* About this task *
Count every line below that holds "road". Number only.

* Records shown *
====================

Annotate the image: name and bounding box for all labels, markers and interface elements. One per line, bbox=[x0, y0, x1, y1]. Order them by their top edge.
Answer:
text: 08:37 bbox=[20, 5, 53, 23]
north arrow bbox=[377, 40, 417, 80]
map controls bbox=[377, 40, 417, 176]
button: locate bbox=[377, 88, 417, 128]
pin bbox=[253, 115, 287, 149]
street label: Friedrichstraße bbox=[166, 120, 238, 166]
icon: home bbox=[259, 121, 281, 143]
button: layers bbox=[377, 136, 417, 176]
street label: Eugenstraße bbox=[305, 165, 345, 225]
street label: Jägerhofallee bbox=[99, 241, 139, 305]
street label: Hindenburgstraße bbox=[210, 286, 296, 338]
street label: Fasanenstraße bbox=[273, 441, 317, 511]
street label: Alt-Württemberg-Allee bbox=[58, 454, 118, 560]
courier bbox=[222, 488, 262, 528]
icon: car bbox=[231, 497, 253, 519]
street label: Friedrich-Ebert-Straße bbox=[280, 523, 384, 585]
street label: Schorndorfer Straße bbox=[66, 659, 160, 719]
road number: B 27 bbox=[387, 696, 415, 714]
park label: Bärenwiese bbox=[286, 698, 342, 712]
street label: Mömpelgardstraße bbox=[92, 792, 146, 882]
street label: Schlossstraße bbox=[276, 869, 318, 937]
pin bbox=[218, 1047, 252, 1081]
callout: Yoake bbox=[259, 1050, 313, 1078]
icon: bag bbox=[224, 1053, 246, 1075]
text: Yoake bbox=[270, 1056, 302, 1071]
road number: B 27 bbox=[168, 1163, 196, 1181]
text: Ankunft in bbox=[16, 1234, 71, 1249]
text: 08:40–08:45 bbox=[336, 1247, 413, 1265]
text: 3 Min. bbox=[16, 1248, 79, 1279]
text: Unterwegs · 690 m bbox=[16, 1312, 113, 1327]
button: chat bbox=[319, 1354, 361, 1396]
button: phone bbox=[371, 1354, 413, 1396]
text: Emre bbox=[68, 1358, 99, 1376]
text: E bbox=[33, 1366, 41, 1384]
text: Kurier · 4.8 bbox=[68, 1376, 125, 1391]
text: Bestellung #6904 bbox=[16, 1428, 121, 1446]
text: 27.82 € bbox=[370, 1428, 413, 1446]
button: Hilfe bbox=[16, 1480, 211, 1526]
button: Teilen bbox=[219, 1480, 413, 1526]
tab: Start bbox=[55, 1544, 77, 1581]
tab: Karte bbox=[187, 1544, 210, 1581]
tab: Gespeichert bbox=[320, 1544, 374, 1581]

====================

* Solution to this problem *
2